Earlier this year, for instance, the Illinois Supreme Court ruled plaintiffs claiming their rights were violated under BIPA do not need to first show those violations actually caused any injuries, such as identity theft, before they can sue.
And in the most recent ruling, the First District Appellate panel said employers also can’t rely on arbitration provisions in employment agreements to escape.
The Four Seasons matter landed before the appeals panel in December 2018, when the hotel petitioned the court on a so-called interlocutory appeal, essentially asking the appeals court to decide a question of law.
In this case, Four Seasons asked if an agreement signed by most, but not all, Four Seasons employees, known as EmPact, could force the BIPA claims into arbitration.
According to the appellate ruling, the agreement, which was not mandatory for employees to sign, included guidelines for dispute resolution on employment related legal claims, including discrimination, harassment, termination of employment and “a wage or hour violation.” The dispute resolution process under EmPact would end in “mandatory, binding arbitration,” as employees agreed under EmPact to “waive their rights to have their case ‘submitted to a court of law and decided by a judge or jury.’”
The hotel argued the arbitration provisions should also apply to Liu and Li’s BIPA claims, because they entirely involved the company’s biometric timekeeping policies, and thus, should be considered a “wage or hour” violation.
The justices, however, disagreed, saying BIPA claims are distinct from other wage and hour disputes, which more typically involve such subjects as failure to pay overtime wages or requiring employees to work “excessive hours.”

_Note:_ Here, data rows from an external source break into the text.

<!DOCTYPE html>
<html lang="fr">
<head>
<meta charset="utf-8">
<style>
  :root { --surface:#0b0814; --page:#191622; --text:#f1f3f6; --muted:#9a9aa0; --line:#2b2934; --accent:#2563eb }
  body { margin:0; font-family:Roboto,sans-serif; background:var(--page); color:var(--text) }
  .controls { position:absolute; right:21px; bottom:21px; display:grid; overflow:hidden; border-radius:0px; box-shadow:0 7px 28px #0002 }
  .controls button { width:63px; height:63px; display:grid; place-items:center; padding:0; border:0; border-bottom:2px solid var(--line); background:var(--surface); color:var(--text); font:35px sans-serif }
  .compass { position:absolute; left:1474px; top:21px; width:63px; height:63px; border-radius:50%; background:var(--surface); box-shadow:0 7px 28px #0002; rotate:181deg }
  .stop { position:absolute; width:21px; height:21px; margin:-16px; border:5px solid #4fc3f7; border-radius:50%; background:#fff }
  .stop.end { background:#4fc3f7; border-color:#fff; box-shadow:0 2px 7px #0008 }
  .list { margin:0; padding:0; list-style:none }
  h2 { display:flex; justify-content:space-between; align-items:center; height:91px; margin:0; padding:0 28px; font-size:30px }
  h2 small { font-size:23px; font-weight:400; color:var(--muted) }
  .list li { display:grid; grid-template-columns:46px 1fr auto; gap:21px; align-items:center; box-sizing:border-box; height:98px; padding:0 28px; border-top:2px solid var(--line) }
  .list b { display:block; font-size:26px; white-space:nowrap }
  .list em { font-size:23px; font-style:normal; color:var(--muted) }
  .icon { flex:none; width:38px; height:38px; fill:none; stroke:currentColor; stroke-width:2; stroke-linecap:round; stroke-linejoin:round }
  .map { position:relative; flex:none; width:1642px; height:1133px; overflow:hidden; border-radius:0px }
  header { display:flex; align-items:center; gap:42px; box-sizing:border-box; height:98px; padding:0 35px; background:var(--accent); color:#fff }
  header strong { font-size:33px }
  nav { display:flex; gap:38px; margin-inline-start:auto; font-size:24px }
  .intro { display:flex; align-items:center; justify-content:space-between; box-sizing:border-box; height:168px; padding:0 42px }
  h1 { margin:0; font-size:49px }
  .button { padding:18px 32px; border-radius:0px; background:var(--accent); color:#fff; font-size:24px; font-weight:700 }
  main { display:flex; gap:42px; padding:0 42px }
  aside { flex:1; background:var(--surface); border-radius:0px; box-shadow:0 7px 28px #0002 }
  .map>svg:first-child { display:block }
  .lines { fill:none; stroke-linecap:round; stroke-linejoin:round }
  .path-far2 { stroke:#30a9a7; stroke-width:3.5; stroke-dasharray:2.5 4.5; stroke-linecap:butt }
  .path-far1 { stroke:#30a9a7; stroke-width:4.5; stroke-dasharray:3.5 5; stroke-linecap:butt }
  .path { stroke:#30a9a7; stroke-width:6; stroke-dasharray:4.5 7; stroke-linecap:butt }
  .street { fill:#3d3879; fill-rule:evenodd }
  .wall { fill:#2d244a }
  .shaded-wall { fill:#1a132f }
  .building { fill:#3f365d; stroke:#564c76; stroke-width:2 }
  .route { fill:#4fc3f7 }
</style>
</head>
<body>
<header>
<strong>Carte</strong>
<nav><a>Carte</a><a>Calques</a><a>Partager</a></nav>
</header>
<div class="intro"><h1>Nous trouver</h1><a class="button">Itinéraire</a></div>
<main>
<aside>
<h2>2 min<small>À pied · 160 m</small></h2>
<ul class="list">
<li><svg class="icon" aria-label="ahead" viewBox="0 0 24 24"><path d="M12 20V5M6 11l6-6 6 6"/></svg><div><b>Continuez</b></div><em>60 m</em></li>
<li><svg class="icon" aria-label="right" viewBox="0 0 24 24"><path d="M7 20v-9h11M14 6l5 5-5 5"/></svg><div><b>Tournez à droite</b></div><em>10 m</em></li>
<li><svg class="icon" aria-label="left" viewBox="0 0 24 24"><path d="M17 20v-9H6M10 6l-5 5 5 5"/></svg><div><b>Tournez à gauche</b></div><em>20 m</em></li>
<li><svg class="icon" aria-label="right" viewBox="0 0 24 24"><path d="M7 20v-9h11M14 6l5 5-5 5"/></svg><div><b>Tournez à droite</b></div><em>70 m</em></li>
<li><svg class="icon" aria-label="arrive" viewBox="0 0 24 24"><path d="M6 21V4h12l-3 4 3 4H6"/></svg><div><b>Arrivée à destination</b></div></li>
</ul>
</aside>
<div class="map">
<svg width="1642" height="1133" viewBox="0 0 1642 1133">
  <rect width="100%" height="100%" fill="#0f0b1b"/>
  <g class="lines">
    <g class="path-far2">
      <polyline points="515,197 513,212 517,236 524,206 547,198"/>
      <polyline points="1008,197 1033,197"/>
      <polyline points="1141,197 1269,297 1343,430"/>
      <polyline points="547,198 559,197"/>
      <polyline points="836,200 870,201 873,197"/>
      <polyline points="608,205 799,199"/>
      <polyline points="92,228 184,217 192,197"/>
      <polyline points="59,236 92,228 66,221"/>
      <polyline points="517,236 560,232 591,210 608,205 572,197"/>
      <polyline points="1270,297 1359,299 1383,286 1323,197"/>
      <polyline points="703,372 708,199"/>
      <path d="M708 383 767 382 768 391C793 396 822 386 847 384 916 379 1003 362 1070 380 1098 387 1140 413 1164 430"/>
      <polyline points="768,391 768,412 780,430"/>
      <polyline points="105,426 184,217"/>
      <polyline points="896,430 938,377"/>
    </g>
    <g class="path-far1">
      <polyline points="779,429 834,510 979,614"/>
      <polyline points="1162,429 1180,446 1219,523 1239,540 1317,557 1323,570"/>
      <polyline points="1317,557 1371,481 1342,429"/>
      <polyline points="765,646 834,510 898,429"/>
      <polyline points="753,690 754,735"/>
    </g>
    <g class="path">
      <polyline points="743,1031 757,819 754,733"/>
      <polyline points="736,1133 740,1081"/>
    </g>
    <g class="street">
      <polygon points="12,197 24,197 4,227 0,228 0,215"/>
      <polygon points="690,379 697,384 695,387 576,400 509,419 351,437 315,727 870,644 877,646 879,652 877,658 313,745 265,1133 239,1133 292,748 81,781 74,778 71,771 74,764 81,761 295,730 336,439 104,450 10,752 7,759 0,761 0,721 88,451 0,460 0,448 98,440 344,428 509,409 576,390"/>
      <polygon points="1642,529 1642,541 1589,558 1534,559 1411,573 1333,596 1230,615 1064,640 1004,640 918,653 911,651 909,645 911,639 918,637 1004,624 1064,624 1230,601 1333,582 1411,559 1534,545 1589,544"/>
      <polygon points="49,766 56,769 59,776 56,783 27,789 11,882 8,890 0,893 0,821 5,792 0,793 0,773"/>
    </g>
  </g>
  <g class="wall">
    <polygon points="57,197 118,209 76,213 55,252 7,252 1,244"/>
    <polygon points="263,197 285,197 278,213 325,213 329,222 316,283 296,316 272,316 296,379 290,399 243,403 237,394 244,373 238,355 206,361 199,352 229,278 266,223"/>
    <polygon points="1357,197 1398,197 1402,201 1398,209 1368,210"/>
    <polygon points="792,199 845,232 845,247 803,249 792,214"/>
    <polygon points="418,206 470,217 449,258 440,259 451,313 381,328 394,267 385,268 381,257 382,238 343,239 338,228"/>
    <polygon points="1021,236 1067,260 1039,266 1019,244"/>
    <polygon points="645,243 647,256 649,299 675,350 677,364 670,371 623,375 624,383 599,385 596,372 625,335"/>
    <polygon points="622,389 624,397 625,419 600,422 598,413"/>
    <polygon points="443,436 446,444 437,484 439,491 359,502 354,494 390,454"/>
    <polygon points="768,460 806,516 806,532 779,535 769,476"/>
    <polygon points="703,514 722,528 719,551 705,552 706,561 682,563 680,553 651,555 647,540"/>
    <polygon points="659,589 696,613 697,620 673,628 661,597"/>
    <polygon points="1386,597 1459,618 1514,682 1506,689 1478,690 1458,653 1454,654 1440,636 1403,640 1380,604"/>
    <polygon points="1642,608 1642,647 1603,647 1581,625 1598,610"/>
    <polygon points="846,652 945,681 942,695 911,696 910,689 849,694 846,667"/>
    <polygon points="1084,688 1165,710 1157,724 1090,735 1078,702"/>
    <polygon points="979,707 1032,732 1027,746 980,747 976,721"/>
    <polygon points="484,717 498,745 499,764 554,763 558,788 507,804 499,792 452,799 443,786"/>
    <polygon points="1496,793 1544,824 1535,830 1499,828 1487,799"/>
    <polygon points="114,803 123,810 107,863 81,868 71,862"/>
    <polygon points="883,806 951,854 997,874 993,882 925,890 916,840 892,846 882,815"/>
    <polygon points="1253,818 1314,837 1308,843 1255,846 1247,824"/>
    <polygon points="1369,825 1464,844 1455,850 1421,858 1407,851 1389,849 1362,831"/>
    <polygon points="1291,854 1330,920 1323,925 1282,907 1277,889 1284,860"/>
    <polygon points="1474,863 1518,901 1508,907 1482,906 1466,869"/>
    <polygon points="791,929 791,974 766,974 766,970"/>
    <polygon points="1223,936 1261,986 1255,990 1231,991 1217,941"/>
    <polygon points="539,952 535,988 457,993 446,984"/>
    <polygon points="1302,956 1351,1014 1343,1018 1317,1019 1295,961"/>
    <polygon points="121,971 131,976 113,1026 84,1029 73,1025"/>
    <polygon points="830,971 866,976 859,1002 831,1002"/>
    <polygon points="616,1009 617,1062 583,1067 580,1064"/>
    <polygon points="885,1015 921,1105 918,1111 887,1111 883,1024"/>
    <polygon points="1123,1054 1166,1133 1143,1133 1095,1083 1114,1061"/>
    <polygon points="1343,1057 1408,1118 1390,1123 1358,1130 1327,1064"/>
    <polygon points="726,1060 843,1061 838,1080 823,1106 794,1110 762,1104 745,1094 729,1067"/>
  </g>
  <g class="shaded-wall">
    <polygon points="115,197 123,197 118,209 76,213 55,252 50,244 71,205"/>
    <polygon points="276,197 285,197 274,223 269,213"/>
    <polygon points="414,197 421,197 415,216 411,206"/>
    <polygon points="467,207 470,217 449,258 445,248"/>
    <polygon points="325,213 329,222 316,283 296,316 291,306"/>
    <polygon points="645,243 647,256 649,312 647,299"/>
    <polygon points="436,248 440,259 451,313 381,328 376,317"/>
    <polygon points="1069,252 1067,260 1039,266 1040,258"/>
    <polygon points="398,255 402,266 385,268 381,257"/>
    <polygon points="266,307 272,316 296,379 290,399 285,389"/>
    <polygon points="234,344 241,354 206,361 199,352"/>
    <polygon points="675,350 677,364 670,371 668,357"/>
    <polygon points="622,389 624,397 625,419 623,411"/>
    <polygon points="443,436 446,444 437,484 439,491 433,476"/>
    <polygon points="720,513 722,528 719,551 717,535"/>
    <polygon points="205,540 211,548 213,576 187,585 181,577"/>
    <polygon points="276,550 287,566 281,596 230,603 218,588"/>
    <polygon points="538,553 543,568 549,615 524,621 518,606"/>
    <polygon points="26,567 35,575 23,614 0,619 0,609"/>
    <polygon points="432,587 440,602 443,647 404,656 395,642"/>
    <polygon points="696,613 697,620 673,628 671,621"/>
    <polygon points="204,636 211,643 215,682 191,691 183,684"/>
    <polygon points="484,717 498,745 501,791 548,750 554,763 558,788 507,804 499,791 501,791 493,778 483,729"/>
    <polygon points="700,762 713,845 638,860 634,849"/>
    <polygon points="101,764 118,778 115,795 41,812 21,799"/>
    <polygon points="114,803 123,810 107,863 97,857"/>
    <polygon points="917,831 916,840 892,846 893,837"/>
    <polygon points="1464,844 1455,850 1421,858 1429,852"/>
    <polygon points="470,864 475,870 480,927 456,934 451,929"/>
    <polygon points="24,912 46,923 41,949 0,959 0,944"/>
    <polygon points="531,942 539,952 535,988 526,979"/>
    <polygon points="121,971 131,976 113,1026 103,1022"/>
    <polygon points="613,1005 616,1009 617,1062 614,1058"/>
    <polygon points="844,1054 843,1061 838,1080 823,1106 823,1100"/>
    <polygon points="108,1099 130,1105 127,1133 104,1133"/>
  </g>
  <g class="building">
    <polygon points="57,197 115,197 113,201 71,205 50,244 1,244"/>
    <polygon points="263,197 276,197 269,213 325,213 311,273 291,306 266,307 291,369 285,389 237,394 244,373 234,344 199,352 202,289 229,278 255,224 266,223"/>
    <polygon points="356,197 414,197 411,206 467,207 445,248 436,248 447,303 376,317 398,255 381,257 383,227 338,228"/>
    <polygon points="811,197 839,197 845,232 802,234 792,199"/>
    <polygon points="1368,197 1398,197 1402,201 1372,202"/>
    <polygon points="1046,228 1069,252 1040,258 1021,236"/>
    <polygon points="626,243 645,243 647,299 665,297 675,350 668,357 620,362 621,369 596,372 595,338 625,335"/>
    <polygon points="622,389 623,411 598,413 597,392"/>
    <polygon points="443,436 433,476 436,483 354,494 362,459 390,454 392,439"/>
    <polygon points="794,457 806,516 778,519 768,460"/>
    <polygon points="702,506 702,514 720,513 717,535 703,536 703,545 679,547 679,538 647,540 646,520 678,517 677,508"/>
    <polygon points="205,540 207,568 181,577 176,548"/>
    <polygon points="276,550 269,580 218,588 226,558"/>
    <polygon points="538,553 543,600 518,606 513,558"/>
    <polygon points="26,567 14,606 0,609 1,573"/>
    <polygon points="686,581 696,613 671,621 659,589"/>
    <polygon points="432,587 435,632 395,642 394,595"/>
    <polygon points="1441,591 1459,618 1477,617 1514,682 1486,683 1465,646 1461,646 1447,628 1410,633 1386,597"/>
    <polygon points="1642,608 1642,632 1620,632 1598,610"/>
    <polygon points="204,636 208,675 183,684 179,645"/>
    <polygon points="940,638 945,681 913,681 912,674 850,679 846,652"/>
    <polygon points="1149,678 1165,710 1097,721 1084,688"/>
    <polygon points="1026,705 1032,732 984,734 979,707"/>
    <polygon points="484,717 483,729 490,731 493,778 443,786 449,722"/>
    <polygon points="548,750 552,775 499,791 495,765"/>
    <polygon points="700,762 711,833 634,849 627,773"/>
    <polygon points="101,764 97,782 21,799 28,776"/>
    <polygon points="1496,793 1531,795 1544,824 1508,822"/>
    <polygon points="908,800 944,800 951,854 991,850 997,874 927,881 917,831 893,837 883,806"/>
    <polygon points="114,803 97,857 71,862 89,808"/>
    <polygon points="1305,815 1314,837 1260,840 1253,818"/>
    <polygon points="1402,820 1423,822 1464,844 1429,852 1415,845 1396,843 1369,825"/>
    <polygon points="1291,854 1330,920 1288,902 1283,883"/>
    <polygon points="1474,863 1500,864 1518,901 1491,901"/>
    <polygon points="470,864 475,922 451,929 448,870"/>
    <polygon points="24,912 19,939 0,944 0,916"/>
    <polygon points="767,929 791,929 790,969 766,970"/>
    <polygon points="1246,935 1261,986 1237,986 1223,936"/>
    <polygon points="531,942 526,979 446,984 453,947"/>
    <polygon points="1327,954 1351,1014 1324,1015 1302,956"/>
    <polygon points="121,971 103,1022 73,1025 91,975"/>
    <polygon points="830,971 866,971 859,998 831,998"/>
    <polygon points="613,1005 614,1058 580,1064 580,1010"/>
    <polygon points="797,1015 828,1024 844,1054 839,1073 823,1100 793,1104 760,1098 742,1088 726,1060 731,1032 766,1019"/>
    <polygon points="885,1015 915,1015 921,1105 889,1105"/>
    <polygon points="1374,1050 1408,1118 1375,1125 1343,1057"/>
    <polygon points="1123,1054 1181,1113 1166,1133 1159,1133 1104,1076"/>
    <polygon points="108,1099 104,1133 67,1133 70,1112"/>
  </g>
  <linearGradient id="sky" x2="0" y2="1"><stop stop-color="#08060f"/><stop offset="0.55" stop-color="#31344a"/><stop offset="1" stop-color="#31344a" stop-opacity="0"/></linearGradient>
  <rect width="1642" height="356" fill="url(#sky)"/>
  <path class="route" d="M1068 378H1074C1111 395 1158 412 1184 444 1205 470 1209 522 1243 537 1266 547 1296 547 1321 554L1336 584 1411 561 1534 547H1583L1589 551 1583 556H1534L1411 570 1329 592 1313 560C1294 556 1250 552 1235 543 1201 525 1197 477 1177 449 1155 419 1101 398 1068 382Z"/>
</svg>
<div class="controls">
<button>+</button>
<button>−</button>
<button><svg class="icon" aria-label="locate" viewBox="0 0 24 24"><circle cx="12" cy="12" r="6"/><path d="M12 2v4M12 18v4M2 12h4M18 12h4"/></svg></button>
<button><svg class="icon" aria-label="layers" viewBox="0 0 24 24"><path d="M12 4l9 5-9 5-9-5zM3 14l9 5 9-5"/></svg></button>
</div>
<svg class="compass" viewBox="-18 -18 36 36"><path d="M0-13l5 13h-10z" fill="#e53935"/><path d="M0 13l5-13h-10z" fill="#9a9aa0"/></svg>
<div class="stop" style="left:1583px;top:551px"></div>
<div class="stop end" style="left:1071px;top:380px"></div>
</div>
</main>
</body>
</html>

“… The plaintiffs’ complaint does not allege that Four Seasons failed to properly pay wages or required employees to work excessive hours,” Justice Hyman wrote. “Instead, it alleges Four Seasons violated their privacy rights by requiring them to submit to fingerprint scanning as a timekeeping method, squarely a matter under (BIPA.)”
The case remains pending in Cook County Circuit Court before Circuit Judge Franklin Ulyses Valderrama.
Four Seasons is represented in the action by attorneys with the firm of Miller Canfield, of Chicago.